* _TASK DIRECTIONS_
What follows is a set of records. Repeat every one of them exactly.

==== DATA SECTION

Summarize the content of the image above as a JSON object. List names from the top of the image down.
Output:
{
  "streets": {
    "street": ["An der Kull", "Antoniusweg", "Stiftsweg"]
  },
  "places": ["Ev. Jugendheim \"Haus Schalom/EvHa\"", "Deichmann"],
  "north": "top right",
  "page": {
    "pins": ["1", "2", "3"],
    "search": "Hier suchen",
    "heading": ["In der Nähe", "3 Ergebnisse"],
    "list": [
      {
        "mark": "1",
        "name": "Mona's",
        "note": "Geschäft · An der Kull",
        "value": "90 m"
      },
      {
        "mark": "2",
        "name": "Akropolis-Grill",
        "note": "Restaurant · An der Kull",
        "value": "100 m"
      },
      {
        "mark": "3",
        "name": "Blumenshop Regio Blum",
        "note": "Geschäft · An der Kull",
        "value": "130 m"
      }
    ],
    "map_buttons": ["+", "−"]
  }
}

========

* _RESPONSE AREA_
Summarize the content of the image above as a JSON object. List names from the top of the image down.
Output:
{
  "streets": {
    "street": ["An der Kull", "Antoniusweg", "Stiftsweg"]
  },
  "places": ["Ev. Jugendheim \"Haus Schalom/EvHa\"", "Deichmann"],
  "north": "top right",
  "page": {
    "pins": ["1", "2", "3"],
    "search": "Hier suchen",
    "heading": ["In der Nähe", "3 Ergebnisse"],
    "list": [
      {
        "mark": "1",
        "name": "Mona's",
        "note": "Geschäft · An der Kull",
        "value": "90 m"
      },
      {
        "mark": "2",
        "name": "Akropolis-Grill",
        "note": "Restaurant · An der Kull",
        "value": "100 m"
      },
      {
        "mark": "3",
        "name": "Blumenshop Regio Blum",
        "note": "Geschäft · An der Kull",
        "value": "130 m"
      }
    ],
    "map_buttons": ["+", "−"]
  }
}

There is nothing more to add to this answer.